What I saw during my 12-day trip to the mainland was very different from what I have heard in Taiwan
Published: Apr 13, 2023 09:50 PM
On April 6, 2023, Ma Ying-jeou takes a group photo with teachers and students from the island of Taiwan and Fudan University in Shanghai. Ma, who was visiting the mainland, led Taiwan students to Fudan University in Shanghai. Photo: VCG

On April 6, 2023, Ma Ying-jeou takes a group photo with teachers and students from the island of Taiwan and Fudan University in Shanghai. Ma, who was visiting the mainland, led Taiwan students to Fudan University in Shanghai. Photo: VCG

I feel very fortunate to have visited the Chinese mainland with Mr. Ma Ying-jeou. This is my third visit to the mainland and also the longest one so far, spanning 12 days and across five cities. My previous two visits were only brief stops in Fuzhou and Xiamen [in East China's Fujian Province], but this time, I had the opportunity to visit different cities and was deeply touched by the experience.

First, I was impressed by the energy resources of the mainland. In addition to the economy, energy is closely related to people's livelihoods. Even before arriving at the Shanghai Pudong International Airport, I could see many wind turbines from the plane. On the way from the airport to Hongqiao Railway Station [in Shanghai], I also saw a nuclear power plant. I never expected a nuclear power plant to be so close to me. In Chongqing, I learned that the hydropower generated by the Three Gorges Dam can supply several provinces. These experiences made me think deeply. The mainland is so large, and the proportion of new energy used is quite high. However, it does not abandon nuclear power. By contrast, in Taiwan, the stagnation of nuclear power in recent years has planted worrying seeds for our future energy security.

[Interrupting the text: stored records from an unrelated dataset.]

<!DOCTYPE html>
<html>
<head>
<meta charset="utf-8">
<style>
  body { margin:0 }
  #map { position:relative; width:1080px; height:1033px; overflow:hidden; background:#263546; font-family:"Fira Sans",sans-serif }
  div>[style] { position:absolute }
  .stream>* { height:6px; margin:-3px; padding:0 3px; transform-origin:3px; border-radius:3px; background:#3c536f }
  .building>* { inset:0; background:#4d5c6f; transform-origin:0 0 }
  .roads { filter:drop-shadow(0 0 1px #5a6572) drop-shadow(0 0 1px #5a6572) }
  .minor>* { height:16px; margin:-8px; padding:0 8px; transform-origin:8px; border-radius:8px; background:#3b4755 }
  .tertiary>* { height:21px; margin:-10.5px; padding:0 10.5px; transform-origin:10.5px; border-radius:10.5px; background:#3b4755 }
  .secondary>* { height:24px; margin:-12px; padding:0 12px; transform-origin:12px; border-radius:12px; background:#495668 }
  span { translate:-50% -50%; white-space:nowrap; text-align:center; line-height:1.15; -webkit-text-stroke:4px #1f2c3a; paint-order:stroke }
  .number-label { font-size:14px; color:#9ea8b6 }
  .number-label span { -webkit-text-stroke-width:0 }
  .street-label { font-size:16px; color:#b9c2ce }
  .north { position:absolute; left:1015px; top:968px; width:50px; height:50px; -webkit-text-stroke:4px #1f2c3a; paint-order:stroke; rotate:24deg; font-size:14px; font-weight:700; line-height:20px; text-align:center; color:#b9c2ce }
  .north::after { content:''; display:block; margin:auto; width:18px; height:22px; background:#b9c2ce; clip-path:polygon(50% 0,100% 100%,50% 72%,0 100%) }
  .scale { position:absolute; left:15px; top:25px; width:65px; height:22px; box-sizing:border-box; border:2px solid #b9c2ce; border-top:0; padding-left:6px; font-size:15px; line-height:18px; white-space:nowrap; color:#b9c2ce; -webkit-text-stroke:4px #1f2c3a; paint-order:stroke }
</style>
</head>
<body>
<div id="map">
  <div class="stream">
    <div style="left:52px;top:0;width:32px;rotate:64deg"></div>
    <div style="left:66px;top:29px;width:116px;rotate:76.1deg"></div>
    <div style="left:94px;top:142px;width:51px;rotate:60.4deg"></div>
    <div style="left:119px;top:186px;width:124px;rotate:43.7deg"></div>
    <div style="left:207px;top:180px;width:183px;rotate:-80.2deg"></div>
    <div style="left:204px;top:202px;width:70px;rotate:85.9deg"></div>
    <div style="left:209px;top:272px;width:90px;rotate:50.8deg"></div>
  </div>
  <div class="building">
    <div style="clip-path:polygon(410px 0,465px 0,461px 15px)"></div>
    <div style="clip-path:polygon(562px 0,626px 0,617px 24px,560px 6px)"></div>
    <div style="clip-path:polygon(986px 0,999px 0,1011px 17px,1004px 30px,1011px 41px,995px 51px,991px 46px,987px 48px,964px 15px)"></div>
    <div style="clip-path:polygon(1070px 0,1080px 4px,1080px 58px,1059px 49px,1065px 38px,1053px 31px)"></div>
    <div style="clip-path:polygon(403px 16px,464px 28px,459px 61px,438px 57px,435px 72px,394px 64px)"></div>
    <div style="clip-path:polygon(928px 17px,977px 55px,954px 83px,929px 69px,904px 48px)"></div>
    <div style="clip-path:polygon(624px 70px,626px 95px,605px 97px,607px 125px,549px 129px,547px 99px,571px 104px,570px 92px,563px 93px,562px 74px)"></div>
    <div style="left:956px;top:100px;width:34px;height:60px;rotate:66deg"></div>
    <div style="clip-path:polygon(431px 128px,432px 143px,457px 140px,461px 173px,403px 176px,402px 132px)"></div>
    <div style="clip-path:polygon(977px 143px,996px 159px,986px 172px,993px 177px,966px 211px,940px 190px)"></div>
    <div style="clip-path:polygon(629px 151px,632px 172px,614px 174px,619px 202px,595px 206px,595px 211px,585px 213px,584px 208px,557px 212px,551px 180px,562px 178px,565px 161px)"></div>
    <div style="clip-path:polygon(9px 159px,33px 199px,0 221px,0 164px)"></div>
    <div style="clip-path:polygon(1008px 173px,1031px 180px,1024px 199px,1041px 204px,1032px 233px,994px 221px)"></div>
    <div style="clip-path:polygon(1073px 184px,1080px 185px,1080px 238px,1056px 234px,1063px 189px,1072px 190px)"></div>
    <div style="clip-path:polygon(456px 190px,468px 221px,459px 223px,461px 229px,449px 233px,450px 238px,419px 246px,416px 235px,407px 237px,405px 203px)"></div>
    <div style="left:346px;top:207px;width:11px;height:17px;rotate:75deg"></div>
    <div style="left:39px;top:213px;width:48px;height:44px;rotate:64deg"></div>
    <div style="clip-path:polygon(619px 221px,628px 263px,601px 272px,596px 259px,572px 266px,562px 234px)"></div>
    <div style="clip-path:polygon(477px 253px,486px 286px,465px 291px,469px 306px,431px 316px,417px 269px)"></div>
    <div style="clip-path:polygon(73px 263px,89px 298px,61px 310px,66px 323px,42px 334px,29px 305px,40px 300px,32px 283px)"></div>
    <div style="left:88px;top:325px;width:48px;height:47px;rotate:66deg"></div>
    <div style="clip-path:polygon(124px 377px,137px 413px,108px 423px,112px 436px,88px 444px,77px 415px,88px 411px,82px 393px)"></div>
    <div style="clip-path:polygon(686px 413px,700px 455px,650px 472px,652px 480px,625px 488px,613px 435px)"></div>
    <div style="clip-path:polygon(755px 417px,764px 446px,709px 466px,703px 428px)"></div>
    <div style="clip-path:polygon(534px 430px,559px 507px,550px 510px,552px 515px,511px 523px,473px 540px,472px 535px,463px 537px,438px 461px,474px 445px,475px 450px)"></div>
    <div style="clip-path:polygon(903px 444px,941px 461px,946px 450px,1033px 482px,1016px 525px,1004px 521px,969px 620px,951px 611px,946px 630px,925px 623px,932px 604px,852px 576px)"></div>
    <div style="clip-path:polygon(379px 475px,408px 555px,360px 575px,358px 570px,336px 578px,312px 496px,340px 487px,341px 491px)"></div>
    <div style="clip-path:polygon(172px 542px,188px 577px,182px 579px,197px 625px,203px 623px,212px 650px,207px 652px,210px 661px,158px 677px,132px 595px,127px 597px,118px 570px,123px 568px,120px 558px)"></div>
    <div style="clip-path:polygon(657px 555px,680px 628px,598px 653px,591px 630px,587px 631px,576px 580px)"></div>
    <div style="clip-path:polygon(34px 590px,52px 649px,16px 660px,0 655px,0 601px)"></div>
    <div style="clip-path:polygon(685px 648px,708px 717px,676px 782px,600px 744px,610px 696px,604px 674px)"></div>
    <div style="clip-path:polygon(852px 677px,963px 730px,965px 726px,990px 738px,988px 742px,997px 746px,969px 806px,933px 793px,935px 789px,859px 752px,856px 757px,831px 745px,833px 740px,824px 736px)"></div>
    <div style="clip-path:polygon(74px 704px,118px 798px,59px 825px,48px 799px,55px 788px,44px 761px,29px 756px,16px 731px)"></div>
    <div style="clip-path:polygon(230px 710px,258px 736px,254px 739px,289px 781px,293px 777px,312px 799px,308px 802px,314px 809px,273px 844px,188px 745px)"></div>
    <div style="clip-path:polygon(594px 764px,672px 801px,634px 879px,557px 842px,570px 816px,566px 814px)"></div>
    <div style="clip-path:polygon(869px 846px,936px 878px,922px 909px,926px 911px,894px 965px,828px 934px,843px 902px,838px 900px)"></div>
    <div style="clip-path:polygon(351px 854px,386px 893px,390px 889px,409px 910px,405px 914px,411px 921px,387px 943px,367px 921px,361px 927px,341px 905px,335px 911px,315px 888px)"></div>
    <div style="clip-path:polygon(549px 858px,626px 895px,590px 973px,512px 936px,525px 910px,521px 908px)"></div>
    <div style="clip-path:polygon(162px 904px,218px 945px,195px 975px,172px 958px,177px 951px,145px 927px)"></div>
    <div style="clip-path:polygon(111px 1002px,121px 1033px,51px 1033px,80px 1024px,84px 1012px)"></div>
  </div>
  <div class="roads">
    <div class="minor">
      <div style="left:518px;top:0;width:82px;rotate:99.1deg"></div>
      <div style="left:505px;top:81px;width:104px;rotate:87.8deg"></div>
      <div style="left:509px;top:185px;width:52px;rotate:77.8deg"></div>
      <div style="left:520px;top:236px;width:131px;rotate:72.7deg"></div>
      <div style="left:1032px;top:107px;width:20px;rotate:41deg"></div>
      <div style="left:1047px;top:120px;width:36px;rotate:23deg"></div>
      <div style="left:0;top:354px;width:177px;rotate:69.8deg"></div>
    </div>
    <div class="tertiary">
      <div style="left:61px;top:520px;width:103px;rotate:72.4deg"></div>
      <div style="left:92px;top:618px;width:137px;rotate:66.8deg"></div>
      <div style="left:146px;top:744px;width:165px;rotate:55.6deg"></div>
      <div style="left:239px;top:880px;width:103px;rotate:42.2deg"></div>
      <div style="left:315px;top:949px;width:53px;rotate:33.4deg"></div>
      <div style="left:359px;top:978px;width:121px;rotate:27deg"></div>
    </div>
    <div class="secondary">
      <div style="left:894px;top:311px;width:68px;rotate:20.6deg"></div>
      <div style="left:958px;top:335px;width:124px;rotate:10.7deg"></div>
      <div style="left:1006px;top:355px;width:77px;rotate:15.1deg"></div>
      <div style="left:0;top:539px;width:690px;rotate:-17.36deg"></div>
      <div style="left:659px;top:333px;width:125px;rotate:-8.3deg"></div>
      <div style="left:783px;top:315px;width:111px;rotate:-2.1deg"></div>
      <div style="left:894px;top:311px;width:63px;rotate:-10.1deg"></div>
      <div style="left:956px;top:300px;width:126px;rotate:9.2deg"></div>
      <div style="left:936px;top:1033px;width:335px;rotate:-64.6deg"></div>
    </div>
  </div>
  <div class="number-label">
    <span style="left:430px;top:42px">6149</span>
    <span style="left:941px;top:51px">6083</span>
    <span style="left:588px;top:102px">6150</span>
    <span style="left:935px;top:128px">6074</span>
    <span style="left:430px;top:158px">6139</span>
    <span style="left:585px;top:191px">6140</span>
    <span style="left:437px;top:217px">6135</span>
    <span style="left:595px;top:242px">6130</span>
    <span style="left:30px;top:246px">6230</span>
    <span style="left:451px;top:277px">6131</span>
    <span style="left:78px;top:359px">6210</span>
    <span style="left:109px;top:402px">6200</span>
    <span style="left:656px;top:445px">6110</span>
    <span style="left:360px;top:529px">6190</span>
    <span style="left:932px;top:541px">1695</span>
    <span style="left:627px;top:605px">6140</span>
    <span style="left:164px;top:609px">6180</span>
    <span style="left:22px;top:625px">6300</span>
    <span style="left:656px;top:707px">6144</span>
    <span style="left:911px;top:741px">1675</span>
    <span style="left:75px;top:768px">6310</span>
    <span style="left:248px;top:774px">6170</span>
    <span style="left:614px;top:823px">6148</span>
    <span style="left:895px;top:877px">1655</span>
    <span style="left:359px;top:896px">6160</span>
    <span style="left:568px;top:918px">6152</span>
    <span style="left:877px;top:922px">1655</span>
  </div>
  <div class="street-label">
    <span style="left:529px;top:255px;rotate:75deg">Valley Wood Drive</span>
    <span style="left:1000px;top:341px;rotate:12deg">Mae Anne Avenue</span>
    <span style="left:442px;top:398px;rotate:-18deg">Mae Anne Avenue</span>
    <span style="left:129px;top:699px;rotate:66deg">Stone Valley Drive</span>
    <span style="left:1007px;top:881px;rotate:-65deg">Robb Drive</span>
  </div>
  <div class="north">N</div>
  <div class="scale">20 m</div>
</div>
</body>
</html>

Second, the preservation of China's history surprised me. During the 12-day visit, we visited many relics related to the history of the War of Resistance against Japanese Aggression (1931-45) and the constant flow of historical information was overwhelming and difficult to digest at times. However, one thing is certain: The Chinese mainland is not like what I had heard when I was young, where it was claimed that "many historical relics are lost." At the commemorative sites, we felt how the predecessors made great contributions and sacrifices for the Chinese nation. The inscriptions on the stone tablets at the sites recorded the life stories of national heroes, and people can leave messages to pay tribute to them on the spot. Of course, with the vastness of the mainland and its rich cultural heritage, the historical relics we saw this time may only be a small part. Some historical relics may have disappeared, perhaps due to urban development, and historical buildings may have been relocated. But this is not the end; instead, the relocated historical buildings are integrated with the local landscape and re-planned, allowing tourists to feel the corresponding atmosphere. The Yellow Crane Tower in Wuhan is a memorable example of this.

Third, the integration of ethnic groups and the development of a comprehensive Chinese culture. All the instruments involved in the chimes performance and the Shanghai Chinese Orchestra's repertoire were traditional Chinese instruments. The performance we watched in Shanghai included not only traditional instruments but also various ethnic minority instruments, such as the dongbula of the Kazak people and matouqin of the Mongol people. Some of the instruments I had never heard before. It was amazing that traditional Chinese instruments could play such a majestic piece, which made me think of the magnificent road that leads to the far, the wide sea that takes in numerous rivers, the ancient country of the East and a feeling of universal brotherhood.

Finally, what also attracted me was the advancement of smart technology. As a doctoral student in the Department of Electrical Engineering, I am particularly interested in the application of smart cities, and the development of the mainland in this area is far beyond my imagination and perception. I did not expect to see the application of smart technology in all aspects of urban governance, ranging from the joint governance of metropolitan areas to the services and livelihood management in neighborhoods. These smart technologies are truly applied in their everyday life. I think it is related to the original intention of devoting to applying smart technologies to improving people's livelihoods from the beginning, which is a real practice of serving the people. In addition, I also noticed many smart factories, whether from the initial production of components to the logistics and storage of components, or from the assembly of finished products to the final delivery of logistics, with robots being used throughout the links.

Previously, what I had heard about the mainland was that it was a place where information was blocked and facilities were outdated. During this visit, I found that the real situation was different from what I had heard in Taiwan. This made me ponder how much of the information I know about the mainland on a daily basis is not its current situation. In recent years, cross-Straits civil exchanges have fallen to a freezing point, and the understanding of youth on both sides of the Taiwan Straits has been affected. However, this exchange trip not only allows young Taiwan students to understand that the mainland is different from what we usually hear, but also offers an opportunity for bilateral exchanges among the youngsters. With more communication and friendship between each other, misunderstandings can be reduced and the connection of cross-Straits youth friendship will be consolidated.